Syrian President Bashar al-Assad has appointed a new military commander in Hassakeh province following demands by allied Kurdish militias.
Pro-regime news feeds reported Assad dismissed Gen. Mohamed Khadour after bloody clashes two months ago between Kurdish PYD and regime forces in Hassakeh.
The newly appointed commander, Hassan Mohammad, was previously deputy commander of the 17th Division operating near Raqqa.
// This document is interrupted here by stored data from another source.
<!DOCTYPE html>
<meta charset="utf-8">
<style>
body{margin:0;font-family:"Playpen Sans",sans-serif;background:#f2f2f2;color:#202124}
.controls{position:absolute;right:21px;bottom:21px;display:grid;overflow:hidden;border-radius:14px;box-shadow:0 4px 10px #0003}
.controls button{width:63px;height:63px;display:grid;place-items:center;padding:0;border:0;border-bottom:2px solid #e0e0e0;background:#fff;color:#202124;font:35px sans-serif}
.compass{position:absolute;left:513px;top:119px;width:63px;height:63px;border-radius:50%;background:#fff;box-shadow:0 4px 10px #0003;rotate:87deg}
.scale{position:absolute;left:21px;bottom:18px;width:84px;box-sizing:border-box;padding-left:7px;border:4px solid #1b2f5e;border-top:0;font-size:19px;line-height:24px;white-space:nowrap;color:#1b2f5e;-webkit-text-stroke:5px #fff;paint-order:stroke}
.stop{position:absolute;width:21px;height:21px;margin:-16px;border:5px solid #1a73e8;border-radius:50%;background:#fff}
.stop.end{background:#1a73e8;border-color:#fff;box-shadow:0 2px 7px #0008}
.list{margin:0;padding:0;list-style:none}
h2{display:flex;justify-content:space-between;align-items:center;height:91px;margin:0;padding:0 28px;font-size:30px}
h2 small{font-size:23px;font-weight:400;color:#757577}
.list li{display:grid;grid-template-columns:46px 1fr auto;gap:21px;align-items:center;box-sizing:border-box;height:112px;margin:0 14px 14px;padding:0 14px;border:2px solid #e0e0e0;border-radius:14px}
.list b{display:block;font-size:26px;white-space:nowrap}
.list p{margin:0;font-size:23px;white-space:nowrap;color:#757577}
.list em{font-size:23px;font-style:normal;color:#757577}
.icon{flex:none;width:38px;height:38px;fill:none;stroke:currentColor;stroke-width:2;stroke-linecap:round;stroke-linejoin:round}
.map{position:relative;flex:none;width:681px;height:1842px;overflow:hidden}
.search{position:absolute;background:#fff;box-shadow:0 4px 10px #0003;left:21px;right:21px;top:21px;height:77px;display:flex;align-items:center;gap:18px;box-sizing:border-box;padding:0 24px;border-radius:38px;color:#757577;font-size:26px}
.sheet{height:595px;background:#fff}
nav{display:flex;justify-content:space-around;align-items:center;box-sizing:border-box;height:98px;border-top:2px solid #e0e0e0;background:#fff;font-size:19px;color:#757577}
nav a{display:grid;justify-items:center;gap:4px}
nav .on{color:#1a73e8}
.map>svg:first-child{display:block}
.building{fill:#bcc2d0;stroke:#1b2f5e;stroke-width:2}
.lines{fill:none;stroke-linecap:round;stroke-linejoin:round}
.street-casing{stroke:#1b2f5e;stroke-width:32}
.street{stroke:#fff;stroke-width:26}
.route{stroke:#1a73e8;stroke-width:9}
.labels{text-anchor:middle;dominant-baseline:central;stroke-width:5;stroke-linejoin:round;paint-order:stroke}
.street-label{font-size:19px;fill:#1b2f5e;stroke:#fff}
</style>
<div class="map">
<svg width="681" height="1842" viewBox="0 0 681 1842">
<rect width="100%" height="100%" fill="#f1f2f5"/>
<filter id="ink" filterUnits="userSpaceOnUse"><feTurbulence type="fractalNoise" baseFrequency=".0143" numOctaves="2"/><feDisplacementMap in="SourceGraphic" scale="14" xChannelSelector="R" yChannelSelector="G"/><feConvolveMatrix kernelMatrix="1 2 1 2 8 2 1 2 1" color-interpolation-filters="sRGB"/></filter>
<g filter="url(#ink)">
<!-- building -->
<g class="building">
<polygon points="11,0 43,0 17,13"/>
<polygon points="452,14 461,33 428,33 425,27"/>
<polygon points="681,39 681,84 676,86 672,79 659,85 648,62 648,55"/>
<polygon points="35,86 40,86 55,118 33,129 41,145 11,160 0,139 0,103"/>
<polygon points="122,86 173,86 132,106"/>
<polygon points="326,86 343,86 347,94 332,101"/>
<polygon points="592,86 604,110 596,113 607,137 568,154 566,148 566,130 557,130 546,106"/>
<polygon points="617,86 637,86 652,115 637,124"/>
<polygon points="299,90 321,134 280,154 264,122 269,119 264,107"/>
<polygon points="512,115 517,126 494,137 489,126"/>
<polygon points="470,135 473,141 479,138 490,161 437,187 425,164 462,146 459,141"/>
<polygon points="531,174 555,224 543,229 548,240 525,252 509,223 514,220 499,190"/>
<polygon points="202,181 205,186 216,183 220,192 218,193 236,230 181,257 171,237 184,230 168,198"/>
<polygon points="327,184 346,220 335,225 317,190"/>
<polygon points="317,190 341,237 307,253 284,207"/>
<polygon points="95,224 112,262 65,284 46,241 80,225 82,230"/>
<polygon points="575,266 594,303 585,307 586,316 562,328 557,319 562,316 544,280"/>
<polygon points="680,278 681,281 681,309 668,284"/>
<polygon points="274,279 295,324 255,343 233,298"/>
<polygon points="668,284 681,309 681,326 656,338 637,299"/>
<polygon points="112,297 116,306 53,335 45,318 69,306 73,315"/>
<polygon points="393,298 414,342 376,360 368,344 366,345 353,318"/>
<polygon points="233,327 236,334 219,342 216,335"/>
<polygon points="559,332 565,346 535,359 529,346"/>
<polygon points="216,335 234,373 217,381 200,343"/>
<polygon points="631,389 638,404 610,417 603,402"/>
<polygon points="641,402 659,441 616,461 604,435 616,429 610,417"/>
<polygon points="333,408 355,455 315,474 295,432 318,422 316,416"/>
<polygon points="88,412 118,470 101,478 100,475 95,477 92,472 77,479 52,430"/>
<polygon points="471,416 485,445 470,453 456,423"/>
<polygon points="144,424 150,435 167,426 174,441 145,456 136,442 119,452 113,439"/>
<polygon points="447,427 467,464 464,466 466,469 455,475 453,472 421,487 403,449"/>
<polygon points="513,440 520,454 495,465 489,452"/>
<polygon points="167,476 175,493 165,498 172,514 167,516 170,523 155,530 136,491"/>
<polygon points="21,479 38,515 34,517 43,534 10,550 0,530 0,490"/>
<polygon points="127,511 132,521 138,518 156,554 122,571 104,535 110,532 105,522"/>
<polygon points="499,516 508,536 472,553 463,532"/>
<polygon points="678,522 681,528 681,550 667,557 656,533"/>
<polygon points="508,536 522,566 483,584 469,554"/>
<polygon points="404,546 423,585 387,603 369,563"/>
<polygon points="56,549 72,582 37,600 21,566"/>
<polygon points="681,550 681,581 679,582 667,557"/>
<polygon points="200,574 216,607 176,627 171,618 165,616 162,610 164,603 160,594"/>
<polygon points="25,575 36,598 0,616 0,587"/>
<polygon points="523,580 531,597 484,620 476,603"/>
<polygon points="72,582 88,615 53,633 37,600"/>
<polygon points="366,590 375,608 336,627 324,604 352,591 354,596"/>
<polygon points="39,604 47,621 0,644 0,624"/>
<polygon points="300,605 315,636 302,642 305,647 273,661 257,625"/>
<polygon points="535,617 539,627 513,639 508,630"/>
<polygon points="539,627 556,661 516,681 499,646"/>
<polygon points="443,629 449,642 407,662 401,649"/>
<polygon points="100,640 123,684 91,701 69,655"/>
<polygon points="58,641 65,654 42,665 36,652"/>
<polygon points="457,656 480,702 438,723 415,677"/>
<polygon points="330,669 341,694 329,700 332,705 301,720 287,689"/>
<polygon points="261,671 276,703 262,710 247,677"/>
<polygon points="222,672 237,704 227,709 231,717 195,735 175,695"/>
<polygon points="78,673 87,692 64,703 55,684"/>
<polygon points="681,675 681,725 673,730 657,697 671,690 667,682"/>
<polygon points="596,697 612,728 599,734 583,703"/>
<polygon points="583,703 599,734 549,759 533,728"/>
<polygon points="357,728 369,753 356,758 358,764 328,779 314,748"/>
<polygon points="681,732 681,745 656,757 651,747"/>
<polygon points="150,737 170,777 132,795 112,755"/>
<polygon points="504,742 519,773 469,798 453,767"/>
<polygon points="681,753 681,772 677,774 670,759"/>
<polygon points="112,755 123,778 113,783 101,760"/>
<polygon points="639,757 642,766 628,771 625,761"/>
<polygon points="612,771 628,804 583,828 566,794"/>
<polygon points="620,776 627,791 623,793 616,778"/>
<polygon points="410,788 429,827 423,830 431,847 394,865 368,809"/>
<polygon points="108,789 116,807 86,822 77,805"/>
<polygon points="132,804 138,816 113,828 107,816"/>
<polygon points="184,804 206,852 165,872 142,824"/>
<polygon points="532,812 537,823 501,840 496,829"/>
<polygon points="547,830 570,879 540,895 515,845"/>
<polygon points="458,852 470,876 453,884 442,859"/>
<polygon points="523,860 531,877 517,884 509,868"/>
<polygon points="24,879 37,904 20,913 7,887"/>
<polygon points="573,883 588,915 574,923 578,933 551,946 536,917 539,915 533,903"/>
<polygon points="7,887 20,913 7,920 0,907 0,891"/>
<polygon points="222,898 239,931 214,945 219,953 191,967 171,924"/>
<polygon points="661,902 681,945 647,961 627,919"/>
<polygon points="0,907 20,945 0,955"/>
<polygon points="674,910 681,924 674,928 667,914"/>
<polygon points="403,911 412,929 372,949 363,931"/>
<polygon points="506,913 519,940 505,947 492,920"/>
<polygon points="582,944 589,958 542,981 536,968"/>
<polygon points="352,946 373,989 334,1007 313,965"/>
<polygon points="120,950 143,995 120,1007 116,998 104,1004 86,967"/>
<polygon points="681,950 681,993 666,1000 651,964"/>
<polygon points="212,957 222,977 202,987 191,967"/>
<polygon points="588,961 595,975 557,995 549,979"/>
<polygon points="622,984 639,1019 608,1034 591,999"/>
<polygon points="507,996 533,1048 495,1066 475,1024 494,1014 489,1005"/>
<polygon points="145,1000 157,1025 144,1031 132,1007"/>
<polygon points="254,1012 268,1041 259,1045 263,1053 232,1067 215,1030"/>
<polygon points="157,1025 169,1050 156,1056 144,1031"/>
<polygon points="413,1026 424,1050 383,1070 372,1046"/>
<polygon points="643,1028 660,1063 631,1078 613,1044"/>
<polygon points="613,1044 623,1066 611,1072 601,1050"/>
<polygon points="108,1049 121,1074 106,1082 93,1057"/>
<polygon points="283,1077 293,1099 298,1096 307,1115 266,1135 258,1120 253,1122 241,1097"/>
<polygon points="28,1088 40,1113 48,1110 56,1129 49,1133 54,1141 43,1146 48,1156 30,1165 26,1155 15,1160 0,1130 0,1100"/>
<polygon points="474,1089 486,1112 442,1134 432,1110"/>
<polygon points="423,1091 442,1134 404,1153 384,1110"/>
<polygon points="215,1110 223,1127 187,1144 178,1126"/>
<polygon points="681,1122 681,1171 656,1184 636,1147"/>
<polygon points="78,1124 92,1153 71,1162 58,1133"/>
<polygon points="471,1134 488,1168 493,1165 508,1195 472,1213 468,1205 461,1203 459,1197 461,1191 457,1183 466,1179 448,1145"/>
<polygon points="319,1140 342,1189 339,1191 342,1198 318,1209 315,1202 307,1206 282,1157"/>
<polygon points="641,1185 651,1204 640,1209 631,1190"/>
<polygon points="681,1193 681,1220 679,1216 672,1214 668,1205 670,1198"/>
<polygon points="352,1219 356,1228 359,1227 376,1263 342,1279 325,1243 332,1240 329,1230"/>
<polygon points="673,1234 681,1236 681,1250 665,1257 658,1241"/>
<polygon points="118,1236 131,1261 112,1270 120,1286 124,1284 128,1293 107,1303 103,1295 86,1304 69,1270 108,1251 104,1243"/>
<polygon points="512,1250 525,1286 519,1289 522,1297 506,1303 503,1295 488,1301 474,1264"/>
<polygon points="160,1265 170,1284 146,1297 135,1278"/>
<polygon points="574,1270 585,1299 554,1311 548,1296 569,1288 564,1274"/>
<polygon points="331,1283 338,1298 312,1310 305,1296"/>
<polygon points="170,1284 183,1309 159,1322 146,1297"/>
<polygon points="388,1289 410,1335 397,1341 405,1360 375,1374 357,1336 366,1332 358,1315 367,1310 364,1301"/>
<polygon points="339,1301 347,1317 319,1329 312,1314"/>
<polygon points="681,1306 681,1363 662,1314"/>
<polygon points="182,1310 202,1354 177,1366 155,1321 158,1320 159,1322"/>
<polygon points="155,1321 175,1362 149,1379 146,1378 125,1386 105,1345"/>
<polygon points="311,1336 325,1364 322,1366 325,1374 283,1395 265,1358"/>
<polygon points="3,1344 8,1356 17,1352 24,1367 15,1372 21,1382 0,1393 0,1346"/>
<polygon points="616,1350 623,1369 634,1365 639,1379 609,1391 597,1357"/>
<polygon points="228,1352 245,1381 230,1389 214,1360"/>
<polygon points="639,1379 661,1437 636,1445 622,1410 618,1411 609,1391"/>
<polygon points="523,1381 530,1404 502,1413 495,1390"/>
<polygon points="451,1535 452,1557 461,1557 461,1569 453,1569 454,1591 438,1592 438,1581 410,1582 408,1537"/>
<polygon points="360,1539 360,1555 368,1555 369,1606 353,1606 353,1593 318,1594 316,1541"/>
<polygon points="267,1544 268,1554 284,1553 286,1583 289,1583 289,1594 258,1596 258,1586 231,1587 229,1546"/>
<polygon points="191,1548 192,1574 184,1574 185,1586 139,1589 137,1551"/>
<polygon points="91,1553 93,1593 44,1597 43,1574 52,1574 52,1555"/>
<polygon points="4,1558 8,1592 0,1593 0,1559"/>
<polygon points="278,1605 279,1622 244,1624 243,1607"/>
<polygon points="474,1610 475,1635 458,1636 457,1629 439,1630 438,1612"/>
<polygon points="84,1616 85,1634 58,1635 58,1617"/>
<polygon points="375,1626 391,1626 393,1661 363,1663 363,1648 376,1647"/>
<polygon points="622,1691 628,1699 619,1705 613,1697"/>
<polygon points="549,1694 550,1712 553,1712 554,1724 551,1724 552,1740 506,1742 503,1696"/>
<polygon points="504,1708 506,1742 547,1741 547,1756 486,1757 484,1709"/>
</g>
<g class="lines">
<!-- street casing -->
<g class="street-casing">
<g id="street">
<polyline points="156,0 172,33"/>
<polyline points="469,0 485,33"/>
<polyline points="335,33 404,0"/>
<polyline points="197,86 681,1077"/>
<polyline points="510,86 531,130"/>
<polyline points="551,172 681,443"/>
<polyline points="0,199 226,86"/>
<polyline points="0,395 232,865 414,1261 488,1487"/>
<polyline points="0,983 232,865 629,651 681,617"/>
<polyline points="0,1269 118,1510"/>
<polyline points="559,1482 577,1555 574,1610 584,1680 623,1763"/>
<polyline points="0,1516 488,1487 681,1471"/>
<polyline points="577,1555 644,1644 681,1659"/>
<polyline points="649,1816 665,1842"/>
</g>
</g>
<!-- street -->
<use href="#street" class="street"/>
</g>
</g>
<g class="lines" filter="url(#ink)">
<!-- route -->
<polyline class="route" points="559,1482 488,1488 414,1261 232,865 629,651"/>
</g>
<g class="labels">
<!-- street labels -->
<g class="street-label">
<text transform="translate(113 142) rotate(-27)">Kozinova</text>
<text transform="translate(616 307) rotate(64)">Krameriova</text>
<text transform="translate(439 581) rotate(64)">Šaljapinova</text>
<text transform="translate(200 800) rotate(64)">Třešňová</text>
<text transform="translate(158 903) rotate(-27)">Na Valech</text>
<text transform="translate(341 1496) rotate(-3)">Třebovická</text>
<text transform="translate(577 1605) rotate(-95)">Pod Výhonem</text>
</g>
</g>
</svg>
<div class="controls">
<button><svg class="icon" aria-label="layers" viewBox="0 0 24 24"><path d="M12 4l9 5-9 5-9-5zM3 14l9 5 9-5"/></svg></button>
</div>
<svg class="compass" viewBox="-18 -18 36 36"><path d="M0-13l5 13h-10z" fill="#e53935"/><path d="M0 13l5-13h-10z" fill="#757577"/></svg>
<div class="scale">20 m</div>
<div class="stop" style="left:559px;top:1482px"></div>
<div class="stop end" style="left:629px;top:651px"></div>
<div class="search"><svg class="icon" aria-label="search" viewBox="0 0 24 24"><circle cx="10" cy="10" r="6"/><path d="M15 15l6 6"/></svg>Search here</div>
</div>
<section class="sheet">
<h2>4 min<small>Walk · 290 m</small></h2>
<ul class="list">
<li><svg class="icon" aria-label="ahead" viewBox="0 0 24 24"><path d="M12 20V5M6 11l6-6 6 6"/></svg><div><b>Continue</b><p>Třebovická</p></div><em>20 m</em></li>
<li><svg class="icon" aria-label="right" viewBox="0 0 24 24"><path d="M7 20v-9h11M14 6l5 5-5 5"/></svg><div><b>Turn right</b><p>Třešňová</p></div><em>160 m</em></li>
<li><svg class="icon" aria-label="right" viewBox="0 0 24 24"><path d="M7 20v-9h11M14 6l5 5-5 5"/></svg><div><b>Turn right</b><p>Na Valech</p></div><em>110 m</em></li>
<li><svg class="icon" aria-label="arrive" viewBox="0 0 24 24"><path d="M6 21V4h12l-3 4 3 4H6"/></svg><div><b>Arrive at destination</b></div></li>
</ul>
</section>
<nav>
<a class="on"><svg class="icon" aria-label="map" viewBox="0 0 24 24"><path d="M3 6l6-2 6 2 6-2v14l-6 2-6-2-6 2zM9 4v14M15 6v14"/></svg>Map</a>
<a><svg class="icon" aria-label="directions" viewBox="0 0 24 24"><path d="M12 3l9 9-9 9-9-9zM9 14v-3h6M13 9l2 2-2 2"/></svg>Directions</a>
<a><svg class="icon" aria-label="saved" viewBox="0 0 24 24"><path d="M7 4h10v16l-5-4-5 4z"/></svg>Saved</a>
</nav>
Reports also claim the regime has appointed a new commander for the National Defense Militia in the northeastern strategic city.
Regime-allied Kurdish militias have proved valuable in battling ISIS forces in the region, but their success will likely be limited beyond the Kurdish areas.
In relevant developments, the opposition’s National Coalition has formed a committee of eight members to assess the situation in the country’s northeast, with the aim of implementing a plan to endorse coexistence and tolerance between Syrian Kurds, Arabs, Assyrians and other minorities.
Syria's northeast has recently seen heated battles between ISIS and the armed Kurdish groups like People's Protection Units (YPG) and allied peshmerga, in addition to regime forces and moderate rebels.
The committee’s mission will face a number of difficulties as the Western-backed opposition group’s influence is limited in ISIS controlled areas. But it is hoped the initiative will be seen as a sign of good will to bridge the gap between the Syrian people, activists say.